An amount of 20 µL of chloramphenicol (ChF) (8 µg/mL), as an internal standard, was added to 200 µL of serum, homogenate, and OXC solutions (Sigma) (1, 2.5, 5, 10 µg/mL). Subsequently, 2 mL of ethylacetate (HPLC-grade, POCH Gliwice) was added. Samples were mixed (vortex) for 20 s, shaken for 30 min, and centrifuged for 10 min at 4000 rpm. The upper organic phases were transferred to conical tubes and separated. The aqueous phase was re-extracted with ethyl acetate (2 mL). The organic phases were evaporated to dryness at 40 °C under a gentle stream of nitrogen. The resulting residues were reconstituted in 200 µL of acetonitrile (HPLC grade, POCH Gliwice), mixed, and injected (20 µL) into the chromatograph. The retention time of OXC was 5.3 min.
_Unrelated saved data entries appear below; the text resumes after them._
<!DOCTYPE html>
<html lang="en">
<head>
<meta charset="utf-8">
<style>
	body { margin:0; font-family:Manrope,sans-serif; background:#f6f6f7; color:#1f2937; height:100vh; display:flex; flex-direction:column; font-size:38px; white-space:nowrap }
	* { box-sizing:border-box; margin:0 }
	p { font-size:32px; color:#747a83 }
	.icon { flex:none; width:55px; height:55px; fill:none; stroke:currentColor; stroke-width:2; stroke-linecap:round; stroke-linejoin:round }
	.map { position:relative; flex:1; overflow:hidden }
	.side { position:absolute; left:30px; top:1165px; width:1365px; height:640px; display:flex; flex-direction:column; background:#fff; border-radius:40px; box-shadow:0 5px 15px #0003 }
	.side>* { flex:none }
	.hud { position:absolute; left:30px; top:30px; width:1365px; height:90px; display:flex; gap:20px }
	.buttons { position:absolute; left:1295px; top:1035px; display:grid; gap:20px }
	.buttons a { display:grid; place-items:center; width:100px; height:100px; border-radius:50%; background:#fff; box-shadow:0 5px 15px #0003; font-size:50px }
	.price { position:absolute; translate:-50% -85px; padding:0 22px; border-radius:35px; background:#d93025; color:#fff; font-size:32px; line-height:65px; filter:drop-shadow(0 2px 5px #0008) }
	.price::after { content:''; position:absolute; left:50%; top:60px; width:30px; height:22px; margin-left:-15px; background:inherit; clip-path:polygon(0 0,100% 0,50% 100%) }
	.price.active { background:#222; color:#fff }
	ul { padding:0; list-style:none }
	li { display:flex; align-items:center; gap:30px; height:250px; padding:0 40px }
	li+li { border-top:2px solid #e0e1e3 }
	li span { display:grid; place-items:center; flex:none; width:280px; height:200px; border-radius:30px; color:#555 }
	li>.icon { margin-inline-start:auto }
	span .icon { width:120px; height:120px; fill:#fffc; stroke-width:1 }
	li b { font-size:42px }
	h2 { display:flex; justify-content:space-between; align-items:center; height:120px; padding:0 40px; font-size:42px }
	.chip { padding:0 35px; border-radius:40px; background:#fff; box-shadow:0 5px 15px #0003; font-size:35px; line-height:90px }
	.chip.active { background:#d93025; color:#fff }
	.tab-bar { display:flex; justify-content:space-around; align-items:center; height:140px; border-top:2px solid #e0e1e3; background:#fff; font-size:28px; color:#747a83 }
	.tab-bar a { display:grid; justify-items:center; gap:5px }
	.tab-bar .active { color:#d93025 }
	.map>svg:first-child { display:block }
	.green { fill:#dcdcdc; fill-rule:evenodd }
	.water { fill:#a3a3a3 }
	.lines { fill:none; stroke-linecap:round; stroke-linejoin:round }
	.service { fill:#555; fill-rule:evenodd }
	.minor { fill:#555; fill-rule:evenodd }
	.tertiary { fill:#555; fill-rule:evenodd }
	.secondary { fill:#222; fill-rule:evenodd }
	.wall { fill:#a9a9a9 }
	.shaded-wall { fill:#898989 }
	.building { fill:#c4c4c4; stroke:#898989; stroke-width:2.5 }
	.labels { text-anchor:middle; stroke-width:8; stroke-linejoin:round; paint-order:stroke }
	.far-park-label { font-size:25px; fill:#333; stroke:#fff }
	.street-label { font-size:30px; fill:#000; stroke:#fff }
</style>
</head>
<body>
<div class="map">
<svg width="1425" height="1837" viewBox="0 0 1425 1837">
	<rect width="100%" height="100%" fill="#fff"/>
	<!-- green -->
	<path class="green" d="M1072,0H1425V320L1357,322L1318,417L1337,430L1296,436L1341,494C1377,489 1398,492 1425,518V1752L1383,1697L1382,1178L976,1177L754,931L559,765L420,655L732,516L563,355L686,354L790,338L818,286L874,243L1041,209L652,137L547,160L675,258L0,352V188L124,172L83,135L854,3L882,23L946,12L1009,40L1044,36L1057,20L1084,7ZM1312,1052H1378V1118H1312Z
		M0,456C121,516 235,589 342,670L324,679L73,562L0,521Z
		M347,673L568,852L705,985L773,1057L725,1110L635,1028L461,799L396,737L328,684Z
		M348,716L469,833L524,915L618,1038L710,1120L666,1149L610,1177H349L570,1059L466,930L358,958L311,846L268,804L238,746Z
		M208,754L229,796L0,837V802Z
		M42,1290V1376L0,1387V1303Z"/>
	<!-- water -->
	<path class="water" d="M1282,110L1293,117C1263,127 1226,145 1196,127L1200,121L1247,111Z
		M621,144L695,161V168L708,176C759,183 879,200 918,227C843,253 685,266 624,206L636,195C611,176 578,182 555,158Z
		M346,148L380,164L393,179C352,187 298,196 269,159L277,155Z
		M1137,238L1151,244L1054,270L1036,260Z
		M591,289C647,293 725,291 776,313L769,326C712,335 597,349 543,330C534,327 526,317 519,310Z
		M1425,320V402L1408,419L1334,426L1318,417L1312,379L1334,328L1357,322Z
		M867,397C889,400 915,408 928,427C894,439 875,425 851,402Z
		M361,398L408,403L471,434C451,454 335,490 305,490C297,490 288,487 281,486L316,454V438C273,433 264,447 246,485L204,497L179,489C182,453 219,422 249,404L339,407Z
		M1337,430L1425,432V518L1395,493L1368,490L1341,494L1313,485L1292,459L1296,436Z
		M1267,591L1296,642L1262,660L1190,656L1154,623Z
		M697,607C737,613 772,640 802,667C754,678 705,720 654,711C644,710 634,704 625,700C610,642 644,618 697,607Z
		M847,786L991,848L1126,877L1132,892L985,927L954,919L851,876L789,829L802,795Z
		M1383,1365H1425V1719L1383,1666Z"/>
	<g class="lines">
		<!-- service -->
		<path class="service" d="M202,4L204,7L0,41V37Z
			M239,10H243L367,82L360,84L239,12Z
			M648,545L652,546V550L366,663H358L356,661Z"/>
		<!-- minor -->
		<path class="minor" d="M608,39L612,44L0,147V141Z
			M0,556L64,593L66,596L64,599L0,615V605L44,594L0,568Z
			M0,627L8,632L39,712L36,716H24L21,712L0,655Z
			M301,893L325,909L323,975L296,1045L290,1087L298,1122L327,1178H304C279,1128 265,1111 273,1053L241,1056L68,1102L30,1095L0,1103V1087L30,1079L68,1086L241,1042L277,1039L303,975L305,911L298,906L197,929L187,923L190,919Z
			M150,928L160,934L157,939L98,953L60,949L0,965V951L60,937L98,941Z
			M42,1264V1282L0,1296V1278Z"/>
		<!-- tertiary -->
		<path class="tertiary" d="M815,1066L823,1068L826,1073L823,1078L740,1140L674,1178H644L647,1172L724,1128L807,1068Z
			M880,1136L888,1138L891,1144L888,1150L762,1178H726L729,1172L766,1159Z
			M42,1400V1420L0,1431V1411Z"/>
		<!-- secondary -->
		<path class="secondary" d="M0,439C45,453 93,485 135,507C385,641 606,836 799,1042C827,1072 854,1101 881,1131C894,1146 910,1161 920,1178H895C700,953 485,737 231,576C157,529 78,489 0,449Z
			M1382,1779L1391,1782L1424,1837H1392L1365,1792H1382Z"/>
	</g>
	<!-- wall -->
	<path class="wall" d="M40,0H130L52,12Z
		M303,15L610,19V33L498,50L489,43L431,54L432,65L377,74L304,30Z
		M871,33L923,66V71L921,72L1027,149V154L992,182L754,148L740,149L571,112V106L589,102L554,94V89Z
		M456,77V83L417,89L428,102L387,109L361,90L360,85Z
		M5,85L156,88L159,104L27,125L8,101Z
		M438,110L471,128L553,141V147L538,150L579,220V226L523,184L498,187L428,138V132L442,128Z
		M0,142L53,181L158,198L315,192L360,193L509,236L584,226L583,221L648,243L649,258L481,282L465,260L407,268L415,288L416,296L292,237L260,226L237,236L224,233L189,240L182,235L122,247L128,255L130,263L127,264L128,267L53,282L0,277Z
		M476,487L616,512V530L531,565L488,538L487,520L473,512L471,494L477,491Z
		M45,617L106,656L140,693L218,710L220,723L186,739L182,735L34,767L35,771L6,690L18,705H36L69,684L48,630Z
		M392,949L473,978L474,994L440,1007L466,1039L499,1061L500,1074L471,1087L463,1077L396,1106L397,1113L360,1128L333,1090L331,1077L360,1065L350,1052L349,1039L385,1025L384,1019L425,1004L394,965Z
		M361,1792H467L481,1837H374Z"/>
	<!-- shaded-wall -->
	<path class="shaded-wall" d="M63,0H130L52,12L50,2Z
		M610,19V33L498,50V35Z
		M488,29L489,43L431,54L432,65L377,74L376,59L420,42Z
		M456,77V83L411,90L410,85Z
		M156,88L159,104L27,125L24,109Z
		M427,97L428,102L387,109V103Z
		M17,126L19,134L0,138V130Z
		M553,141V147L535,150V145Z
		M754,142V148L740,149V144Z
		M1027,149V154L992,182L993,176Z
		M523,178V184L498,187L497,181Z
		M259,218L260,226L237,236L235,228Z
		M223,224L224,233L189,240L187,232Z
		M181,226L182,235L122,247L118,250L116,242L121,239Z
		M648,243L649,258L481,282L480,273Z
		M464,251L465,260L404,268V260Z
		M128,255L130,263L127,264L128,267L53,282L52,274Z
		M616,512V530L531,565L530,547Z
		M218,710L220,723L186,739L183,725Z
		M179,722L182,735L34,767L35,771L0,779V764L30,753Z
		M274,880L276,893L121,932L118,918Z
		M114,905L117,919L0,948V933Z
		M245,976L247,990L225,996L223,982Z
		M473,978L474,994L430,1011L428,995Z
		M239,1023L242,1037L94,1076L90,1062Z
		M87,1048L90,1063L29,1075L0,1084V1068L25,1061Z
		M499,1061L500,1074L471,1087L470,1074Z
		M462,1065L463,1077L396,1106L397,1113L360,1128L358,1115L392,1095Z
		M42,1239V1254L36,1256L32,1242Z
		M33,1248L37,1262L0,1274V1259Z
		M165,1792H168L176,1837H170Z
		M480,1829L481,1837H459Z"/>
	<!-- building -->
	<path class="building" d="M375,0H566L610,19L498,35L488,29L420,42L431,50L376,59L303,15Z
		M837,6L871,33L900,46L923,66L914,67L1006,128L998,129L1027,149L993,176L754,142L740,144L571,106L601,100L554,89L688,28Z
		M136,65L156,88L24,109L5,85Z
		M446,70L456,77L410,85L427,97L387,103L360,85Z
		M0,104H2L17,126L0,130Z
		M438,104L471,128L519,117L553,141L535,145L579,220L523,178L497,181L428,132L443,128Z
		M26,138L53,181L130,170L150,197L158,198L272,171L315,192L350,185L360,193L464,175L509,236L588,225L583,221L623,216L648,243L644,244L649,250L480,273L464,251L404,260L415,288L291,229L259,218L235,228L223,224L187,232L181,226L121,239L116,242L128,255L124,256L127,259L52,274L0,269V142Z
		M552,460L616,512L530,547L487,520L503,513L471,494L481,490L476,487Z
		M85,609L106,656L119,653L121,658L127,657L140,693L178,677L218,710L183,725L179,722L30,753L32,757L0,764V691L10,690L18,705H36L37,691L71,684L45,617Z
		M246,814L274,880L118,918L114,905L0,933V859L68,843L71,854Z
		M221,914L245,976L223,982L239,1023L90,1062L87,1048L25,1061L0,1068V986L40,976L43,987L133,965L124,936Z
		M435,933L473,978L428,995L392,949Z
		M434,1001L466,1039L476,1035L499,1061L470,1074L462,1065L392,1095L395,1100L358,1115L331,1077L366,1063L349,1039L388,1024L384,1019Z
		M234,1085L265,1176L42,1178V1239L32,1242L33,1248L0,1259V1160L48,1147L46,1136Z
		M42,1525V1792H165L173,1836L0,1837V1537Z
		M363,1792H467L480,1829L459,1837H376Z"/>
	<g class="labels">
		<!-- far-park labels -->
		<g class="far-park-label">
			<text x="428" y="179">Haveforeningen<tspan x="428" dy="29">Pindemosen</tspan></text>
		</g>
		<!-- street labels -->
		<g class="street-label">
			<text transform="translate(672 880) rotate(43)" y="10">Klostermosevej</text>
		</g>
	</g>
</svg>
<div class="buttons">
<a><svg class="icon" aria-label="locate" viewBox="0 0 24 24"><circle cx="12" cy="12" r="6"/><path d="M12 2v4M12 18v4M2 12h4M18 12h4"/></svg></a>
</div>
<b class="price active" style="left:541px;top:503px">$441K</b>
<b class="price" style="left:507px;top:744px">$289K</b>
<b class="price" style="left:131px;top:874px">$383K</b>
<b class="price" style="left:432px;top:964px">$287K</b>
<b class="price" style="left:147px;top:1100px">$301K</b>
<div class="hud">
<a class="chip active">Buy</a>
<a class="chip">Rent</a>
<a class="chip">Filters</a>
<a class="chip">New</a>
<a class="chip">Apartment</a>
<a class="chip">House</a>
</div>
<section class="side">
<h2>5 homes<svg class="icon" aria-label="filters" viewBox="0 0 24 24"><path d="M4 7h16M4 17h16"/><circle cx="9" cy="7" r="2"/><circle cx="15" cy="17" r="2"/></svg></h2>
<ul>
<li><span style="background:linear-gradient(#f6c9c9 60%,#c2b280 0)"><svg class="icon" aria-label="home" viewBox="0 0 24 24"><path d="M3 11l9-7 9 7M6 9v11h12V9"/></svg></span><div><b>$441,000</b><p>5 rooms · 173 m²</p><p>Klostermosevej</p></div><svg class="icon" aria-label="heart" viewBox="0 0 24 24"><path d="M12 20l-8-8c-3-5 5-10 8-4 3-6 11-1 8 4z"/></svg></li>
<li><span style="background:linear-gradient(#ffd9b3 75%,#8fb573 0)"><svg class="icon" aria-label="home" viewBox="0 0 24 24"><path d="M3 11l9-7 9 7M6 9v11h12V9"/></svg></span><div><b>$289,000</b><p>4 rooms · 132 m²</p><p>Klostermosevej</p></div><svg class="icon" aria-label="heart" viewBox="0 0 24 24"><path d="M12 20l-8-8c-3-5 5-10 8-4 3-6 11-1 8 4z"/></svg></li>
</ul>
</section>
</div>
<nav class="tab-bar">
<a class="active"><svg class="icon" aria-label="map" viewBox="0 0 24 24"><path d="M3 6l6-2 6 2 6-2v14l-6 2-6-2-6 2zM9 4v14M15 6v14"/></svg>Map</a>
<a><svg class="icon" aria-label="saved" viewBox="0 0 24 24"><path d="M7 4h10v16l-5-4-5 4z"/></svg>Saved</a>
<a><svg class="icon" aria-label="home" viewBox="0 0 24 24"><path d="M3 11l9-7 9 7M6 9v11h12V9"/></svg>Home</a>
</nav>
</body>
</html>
The chromatograph (Dionex, Sunnyvale, CA, USA) was equipped with a gradient pump, P580 LPG, a UV/Vis detector (UVD 340S) (Dionex, Sunnyvale, CA, USA), and a manual injector valve with a 20 µL sample loop. An analytical HPLC column, Zorbax SB C18 4.6 × 150 × 5 µm (Agilent, Santa Clara, CA, USA), was used. The mobile phase consisted of acetonitrile and 40 mM triethylammonium phosphate buffer (7:3 v/v) (Fluka, HPLC grade, Honeywell Research Chemicals, Chicago, IL, USA). The mobile phase flow rate was set as 1.0 mL/min. The detection was conducted at a wavelength of 250 nm. The concentration of OXC was determined by comparing the peak height of the OXC/ChF ratio to the peak height of the OXC to ChF calibration curve. The calibration curve exhibited linearity within the range of 0.75 to 10 µg/mL of OXC. The within-batch and between-batch precision was below 8 and 7%, respectively. The brain concentrations of OXC were expressed in µg/mL of supernatants as the means ± SD of at least eight determinations.
4.7. Statistics
The ED
50 value (the dose required to protect 50% of mice against tonic convulsions) was assessed for OXC in each protocol of administration. In turn, the toxic dose in the chimney test (TD
50) and the quotient of TD50 and ED50 (protective index) were calculated in two protocols of treatment (1 × 1 and 14 × 2). The ED
50 and TD
50 values were estimated using computer log-probit analysis according to Litchfield and Wilcoxon [
52], with their respective 95% confidence limits. Subsequently, the standard error of the mean (SEM) was calculated. A one-way analysis of variance (ANOVA) was employed to perform multiple comparisons of the ED50 values (with their respective standard error of the mean) from the MES test. The post hoc Tukey test was then applied as a means of identifying any significant differences between the ED50 values.
The qualitative variables derived from the chimney test were compared using the Fisher’s exact probability test. The results obtained in the step-through passive avoidance task were statistically evaluated using the Kruskal–Wallis nonparametric analysis of variance (ANOVA) followed by the post hoc Dunn test [
56].
One-way analysis of variance (ANOVA) was employed to evaluate plasma and brain concentrations of OXC, with Dunnett’s post hoc test subsequently applied. The significance level was set at p ≤ 0.05.